→ **What to produce**
What lines below mention the word "Especial"? Copy each one.

Stored data entries:
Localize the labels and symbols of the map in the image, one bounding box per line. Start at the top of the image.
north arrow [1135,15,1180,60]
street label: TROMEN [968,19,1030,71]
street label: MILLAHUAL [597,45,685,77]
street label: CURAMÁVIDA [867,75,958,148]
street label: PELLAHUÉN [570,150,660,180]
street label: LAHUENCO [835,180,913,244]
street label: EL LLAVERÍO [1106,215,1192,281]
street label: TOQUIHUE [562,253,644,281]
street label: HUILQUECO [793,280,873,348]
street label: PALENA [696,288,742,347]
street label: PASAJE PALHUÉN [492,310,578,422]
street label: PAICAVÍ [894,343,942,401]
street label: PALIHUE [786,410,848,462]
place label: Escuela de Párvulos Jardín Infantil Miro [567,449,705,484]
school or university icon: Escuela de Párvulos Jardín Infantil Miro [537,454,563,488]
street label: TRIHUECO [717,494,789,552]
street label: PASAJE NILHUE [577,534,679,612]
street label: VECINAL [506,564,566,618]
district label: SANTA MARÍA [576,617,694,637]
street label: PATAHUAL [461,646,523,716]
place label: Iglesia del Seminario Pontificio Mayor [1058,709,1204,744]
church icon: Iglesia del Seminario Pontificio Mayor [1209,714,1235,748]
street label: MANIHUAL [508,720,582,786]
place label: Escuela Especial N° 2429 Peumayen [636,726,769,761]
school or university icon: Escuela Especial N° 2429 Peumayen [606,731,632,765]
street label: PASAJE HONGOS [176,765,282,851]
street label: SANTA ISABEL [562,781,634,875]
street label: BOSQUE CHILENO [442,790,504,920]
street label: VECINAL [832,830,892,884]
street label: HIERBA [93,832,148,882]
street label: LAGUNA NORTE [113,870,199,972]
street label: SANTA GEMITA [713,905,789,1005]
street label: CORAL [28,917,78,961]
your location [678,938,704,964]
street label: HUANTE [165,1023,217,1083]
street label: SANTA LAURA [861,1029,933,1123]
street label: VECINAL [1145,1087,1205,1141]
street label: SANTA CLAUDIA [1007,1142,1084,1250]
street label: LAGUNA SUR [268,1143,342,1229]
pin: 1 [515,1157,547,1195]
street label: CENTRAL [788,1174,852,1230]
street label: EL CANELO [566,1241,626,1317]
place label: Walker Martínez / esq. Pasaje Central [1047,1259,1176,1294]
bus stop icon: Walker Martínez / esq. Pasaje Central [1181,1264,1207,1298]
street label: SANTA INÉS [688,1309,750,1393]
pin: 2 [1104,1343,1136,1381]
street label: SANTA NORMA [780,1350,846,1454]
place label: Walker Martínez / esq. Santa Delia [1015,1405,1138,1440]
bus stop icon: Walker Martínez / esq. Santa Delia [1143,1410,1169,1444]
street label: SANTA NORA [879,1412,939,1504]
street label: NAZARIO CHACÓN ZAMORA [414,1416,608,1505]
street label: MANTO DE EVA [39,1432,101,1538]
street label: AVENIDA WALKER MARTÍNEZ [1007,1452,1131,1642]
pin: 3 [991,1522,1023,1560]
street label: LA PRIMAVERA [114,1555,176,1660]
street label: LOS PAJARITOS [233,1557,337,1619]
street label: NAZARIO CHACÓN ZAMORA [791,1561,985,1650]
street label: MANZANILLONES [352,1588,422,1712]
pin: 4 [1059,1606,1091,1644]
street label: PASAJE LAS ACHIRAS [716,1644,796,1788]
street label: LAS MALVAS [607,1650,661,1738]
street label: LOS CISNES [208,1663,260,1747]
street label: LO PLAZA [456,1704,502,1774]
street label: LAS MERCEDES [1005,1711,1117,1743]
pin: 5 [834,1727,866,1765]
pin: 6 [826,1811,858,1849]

→ **Response below**
place label: Escuela Especial N° 2429 Peumayen [636,726,769,761]
school or university icon: Escuela Especial N° 2429 Peumayen [606,731,632,765]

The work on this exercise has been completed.